Shares of Peloton Interactive Inc. surged Monday following reports indicating that Amazon.com Inc. and others have shown interest in acquiring the maker of connected exercise equipment, which has seen its stock crunched in recent months amid a slowing of demand.
Amazon AMZN, +0.19% hypothetically could drive various links with Peloton PTON, +20.93%, including making its classes part of the Amazon Prime subscription offering, according to The Wall Street Journal, which reported on the deal interest late Friday, citing unnamed sources. While the report noted that both Peloton and Amazon were working with their advisors to consider a potential combination, it also mentioned that “no deal is imminent.”
The Financial Times separately reported that both Amazon and Nike Inc. NKE, -0.17% were considering possible bids for Peloton but that neither one has held talks with the company.
Representatives from Peloton and Nike didn’t immediately respond to MarketWatch’s request for comment about deal consideration. A representative from Amazon said that the company doesn’t comment on rumors or speculation.
Peloton has seen demand for its equipment fall off recently after an initial surge earlier in the pandemic, and its stock has been hit hard in the process. As of Friday’s close, the shares were down more than 85% from their 52-week intraday day.
The reported deal interest offered a bit of optimism. Shares gained more than 20% in Monday trading to notch their largest single-day percentage gain on record as various analysts chimed in with views suggesting that a combination might make sense.
“Arguably, fitness can be viewed as the next consumer experience to be digitized, after books, music, video and video games,” wrote MKM Partners analyst Rohit Kulkarni, who noted that Peloton and Amazon already have a “working relationship” since Peloton has appeared at Amazon Web Services summits.
He rates the stock at neutral with a $30 fair-value estimate.
Truist Securities analyst Youssef Squali saw “clear and material synergies with Prime.” Peloton has more than 2.7 million existing connected-fitness subscribers but could grow its reach as part of Amazon, helping to “amortize the cost of content,” he reasoned.

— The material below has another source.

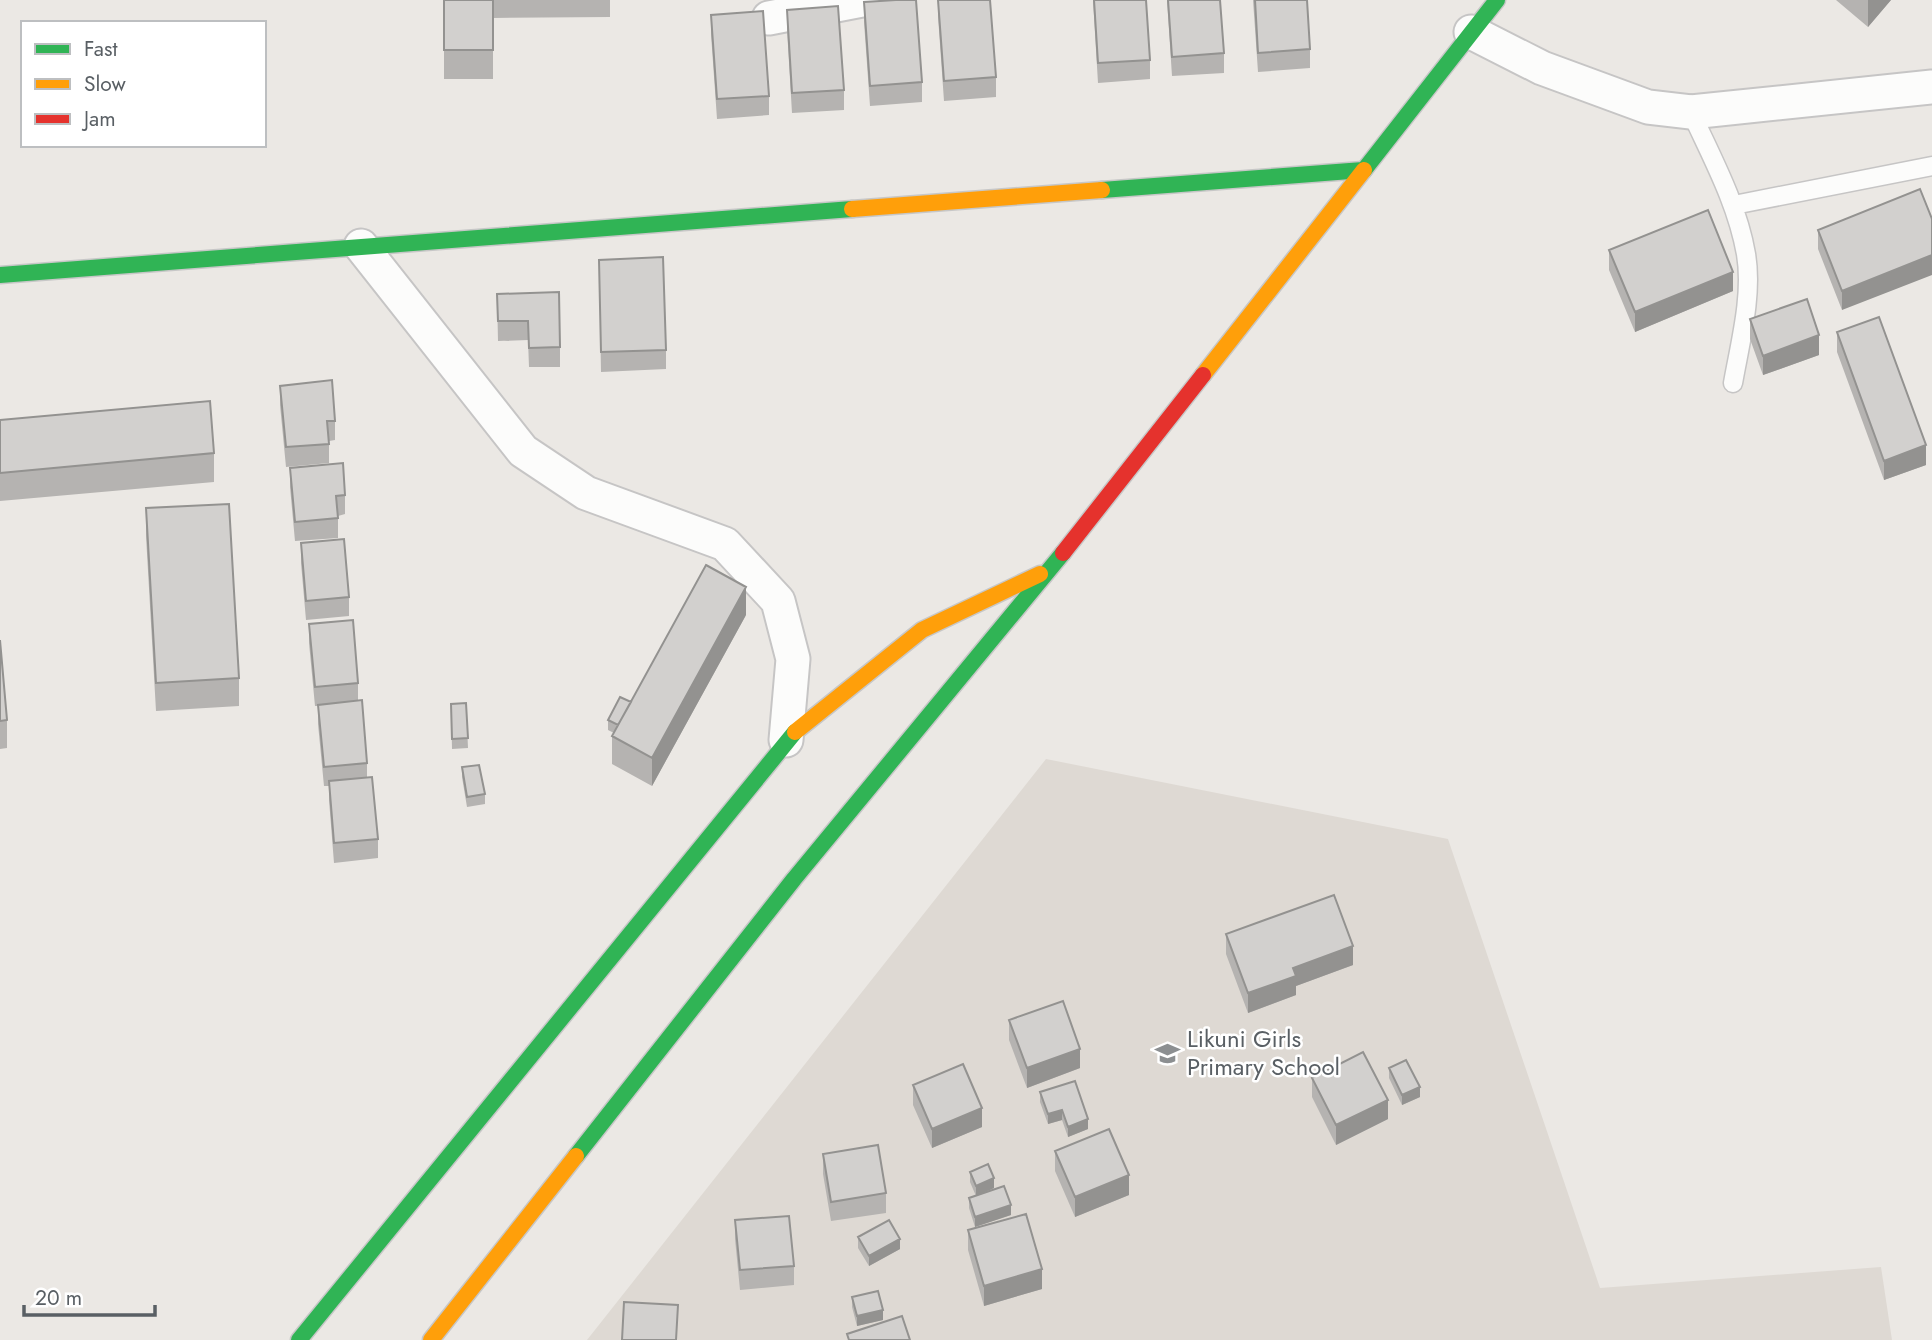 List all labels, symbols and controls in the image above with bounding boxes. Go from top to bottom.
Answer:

Amazon could also come to view Peloton’s content as a “competitive differentiator” after it recently announced plans to raise the price of an Amazon Prime membership, Squali wrote. He has a hold rating and $68 price target on Peloton’s stock.

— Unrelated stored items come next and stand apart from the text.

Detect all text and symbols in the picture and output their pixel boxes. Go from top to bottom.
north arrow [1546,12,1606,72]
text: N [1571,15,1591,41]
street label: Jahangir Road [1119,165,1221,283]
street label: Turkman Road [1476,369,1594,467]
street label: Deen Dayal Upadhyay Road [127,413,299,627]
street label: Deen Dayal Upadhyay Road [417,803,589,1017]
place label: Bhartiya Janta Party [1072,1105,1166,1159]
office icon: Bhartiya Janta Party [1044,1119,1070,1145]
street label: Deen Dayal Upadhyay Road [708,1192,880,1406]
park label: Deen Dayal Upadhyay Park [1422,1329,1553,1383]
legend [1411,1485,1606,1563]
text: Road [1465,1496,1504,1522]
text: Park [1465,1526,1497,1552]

But at least one other analyst was skeptical that a Big Tech deal for Peloton would bring much value to a potential buyer.
“Although Peloton’s star was propelled during COVID, it’s become increasingly clear it’s a much smaller (still impressive) business than prior perception,” wrote BMO Capital Markets analyst Simeon Siegel. “As such, one has to ask whether the brand is simply too small to make a difference to the world’s largest companies.”
In regards to a possible Amazon tie-up in particular, Siegel noted that Peloton has been “attempting to re-elevate its business, raising price following profit-eroding discounts.” However, bundling its connected-fitness offering with Amazon Prime would seem to go against that strategy.
“We believe PTON should ‘sell less and charge more,’ not cut prices further,” Siegel wrote.
He further hypothesized that neither Peloton nor the bidders appear to benefit from the recent reports, raising questions about who provided information about the deal interest and why they did so.
“Before opining on transaction-likelihoods, the timing (Friday, post-market, ahead of EPS) questions motivations behind the sources,” Siegel wrote.
He rates Peloton’s stock at underperform with a $24 price target.
Peloton is due to report fiscal second-quarter results after the closing bell Tuesday. The company released preliminary results in January.